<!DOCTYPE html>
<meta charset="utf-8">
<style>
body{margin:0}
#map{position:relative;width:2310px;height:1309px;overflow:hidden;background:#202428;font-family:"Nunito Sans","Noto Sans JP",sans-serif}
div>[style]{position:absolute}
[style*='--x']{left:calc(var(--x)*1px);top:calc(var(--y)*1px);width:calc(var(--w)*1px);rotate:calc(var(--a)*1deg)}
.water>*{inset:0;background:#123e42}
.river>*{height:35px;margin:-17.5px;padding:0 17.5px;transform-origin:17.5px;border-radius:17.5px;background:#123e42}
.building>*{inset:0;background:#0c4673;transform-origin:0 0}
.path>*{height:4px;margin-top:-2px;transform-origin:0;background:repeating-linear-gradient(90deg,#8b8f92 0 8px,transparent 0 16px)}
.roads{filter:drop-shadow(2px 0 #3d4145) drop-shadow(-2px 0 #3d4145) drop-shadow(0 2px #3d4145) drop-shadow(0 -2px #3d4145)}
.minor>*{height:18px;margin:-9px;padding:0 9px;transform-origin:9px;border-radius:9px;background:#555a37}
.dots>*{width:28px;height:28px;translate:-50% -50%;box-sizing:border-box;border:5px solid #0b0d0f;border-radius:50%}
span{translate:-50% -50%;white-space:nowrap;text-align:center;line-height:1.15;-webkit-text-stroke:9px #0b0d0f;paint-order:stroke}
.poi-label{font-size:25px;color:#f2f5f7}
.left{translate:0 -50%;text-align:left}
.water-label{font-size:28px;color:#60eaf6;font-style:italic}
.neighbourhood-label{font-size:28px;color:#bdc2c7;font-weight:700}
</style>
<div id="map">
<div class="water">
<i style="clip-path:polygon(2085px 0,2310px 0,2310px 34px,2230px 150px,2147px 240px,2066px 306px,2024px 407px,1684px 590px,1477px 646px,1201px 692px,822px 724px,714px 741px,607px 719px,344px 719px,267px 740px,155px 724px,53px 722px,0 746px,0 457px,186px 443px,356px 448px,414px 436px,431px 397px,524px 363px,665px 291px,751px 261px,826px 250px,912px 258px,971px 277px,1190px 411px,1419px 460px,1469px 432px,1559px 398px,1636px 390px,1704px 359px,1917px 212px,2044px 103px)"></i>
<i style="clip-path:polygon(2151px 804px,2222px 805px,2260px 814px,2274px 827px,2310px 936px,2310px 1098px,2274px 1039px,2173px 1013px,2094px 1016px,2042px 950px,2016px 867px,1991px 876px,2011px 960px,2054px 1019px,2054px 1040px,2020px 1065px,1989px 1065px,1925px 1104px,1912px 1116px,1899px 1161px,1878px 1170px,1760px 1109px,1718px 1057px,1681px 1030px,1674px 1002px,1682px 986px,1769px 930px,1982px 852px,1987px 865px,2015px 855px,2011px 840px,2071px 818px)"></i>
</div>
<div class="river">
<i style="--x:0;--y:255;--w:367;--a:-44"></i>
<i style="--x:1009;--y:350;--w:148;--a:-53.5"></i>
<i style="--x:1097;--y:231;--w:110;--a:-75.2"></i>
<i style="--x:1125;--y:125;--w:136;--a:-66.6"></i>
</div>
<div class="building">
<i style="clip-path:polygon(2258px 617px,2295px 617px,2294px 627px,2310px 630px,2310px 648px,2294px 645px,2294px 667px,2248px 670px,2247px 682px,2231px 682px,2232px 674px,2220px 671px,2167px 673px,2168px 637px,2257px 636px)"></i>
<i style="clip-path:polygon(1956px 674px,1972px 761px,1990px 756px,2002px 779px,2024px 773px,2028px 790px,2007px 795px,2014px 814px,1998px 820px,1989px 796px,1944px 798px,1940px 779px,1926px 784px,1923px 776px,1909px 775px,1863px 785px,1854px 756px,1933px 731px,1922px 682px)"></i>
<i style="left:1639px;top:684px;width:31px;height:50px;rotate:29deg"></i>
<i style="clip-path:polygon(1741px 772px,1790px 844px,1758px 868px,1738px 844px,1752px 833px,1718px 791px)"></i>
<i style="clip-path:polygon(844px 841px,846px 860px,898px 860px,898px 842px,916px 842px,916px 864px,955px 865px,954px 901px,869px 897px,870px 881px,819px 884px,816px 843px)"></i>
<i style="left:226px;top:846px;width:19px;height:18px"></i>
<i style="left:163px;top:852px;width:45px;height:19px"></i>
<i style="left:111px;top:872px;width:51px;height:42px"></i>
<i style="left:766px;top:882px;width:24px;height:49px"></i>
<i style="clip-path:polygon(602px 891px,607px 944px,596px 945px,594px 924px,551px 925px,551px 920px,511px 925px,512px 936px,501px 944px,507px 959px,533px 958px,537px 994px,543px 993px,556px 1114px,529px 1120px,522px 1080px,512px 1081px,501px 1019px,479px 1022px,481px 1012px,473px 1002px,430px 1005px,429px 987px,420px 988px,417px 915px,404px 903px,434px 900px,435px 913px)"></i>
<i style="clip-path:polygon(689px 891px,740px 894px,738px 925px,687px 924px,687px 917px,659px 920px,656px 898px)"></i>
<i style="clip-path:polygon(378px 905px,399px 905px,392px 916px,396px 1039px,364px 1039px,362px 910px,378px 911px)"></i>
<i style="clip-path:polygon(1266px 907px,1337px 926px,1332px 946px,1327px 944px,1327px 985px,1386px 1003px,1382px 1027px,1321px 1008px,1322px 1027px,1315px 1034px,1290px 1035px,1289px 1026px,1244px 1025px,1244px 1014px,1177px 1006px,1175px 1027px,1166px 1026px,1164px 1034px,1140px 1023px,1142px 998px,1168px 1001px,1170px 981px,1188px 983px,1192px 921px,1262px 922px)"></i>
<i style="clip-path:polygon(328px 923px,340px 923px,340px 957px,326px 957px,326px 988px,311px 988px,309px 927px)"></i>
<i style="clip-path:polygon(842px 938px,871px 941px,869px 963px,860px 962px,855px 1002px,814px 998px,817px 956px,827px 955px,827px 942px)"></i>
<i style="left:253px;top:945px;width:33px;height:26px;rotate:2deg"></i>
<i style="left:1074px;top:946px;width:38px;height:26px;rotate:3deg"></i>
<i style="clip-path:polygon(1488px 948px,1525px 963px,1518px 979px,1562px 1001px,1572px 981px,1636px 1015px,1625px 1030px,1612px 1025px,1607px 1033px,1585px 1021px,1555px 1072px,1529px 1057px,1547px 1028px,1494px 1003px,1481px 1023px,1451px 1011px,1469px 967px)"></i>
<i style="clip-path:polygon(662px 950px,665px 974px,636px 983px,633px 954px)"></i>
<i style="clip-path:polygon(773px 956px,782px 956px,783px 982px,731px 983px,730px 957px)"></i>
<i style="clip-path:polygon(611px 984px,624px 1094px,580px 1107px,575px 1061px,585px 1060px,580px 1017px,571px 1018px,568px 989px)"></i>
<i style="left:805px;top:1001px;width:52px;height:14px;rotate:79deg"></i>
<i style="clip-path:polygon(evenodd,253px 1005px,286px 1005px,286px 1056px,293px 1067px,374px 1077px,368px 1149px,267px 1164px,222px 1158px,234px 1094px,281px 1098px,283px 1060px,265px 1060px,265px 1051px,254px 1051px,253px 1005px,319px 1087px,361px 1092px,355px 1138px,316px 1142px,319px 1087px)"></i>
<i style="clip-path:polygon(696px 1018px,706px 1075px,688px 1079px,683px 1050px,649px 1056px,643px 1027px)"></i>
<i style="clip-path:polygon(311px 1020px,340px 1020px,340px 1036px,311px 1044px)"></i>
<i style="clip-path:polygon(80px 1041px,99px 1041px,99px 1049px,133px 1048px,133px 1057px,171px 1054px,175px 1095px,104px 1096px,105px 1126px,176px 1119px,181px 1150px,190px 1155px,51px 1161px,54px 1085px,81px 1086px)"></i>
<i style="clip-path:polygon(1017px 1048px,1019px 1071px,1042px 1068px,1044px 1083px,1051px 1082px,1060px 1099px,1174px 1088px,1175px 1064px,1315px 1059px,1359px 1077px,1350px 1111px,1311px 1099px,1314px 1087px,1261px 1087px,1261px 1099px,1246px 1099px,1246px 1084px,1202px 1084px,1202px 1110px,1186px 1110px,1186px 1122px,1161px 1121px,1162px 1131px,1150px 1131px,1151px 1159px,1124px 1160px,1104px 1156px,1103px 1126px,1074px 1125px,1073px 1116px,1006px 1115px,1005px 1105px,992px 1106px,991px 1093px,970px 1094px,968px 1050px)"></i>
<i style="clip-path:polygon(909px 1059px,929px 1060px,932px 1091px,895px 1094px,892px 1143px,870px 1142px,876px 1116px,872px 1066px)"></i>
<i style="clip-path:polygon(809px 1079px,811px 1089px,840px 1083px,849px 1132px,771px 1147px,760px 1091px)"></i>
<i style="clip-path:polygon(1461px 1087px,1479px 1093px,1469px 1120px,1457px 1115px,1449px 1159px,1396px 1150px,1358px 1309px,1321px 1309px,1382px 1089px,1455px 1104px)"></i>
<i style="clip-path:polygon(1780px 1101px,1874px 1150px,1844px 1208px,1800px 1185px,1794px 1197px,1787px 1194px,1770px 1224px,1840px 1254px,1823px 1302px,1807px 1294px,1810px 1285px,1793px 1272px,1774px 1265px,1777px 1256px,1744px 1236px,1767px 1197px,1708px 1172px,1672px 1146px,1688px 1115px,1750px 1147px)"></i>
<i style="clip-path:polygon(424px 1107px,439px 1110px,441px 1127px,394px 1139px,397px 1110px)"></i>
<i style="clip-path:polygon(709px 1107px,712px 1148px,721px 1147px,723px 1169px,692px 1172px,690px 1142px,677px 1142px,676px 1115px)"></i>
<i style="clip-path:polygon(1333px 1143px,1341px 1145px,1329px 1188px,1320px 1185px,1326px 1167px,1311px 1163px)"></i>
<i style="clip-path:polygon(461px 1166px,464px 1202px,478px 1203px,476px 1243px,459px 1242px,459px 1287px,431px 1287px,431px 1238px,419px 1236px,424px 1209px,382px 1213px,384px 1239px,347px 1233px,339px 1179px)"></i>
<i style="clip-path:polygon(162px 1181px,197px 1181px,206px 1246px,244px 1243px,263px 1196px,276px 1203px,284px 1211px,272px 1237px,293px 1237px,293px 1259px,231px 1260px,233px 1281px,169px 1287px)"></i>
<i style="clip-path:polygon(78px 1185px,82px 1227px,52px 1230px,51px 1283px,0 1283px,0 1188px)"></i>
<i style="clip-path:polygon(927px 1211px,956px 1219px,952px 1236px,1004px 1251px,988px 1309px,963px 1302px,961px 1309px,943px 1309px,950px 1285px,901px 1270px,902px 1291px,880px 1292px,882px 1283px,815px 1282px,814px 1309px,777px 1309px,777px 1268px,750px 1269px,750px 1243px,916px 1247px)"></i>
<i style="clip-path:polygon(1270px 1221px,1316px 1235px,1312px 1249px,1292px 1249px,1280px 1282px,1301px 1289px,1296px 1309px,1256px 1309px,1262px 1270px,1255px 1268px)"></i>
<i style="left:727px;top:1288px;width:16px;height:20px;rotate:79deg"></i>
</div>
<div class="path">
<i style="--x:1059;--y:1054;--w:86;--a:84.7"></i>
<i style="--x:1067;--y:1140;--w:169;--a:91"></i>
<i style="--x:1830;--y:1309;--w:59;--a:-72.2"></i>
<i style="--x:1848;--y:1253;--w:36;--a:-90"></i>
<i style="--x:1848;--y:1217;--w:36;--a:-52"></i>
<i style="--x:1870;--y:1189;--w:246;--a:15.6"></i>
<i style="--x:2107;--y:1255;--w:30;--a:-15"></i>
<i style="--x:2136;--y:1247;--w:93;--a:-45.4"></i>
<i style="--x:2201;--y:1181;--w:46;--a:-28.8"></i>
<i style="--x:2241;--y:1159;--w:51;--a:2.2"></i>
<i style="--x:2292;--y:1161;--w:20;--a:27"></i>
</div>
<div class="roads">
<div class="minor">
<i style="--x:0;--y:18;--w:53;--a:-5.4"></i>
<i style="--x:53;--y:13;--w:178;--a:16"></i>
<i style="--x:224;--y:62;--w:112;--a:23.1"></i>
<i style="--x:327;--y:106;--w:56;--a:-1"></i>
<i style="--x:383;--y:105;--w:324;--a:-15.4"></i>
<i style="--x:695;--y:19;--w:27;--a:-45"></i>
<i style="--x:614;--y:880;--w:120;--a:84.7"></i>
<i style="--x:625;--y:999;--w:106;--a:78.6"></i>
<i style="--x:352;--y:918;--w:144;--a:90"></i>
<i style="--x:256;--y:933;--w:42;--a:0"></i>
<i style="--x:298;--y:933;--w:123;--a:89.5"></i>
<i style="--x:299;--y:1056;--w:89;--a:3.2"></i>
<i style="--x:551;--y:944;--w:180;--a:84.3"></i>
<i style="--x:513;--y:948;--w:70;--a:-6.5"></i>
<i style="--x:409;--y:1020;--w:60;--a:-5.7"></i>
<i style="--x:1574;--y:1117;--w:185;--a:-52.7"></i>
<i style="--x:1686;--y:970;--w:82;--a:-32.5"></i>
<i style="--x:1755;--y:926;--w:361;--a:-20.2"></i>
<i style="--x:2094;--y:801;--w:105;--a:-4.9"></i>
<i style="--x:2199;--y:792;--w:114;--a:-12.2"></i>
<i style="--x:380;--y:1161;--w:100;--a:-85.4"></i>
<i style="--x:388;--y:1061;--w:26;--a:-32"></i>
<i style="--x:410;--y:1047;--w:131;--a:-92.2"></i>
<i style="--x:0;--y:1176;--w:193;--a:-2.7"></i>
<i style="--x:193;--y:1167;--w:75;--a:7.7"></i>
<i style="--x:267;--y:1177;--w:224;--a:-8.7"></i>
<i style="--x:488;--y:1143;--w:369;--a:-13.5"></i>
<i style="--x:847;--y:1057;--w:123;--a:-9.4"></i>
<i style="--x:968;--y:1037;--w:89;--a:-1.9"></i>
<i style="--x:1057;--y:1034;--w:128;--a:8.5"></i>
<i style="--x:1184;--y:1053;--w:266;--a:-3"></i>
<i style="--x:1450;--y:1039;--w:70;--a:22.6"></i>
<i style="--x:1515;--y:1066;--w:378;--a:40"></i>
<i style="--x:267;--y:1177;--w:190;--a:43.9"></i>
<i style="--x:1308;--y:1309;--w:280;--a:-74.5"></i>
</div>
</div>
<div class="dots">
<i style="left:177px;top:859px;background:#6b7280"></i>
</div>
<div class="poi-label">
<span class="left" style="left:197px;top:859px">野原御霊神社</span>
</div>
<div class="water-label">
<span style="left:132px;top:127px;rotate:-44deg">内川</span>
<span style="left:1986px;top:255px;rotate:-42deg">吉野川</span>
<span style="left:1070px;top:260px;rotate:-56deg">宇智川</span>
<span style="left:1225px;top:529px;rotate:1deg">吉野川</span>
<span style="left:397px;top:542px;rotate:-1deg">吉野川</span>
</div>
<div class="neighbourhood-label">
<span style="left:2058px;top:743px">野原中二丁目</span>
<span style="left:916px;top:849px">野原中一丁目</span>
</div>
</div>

__Exercise brief__. If a line comes after the one containing "0 #3d4145) drop-shadow(-2px", leave it out; set down every line of the data before it, and that line itself, exactly.

__Response__.
<!DOCTYPE html>
<meta charset="utf-8">
<style>
body{margin:0}
#map{position:relative;width:2310px;height:1309px;overflow:hidden;background:#202428;font-family:"Nunito Sans","Noto Sans JP",sans-serif}
div>[style]{position:absolute}
[style*='--x']{left:calc(var(--x)*1px);top:calc(var(--y)*1px);width:calc(var(--w)*1px);rotate:calc(var(--a)*1deg)}
.water>*{inset:0;background:#123e42}
.river>*{height:35px;margin:-17.5px;padding:0 17.5px;transform-origin:17.5px;border-radius:17.5px;background:#123e42}
.building>*{inset:0;background:#0c4673;transform-origin:0 0}
.path>*{height:4px;margin-top:-2px;transform-origin:0;background:repeating-linear-gradient(90deg,#8b8f92 0 8px,transparent 0 16px)}
.roads{filter:drop-shadow(2px 0 #3d4145) drop-shadow(-2px 0 #3d4145) drop-shadow(0 2px #3d4145) drop-shadow(0 -2px #3d4145)}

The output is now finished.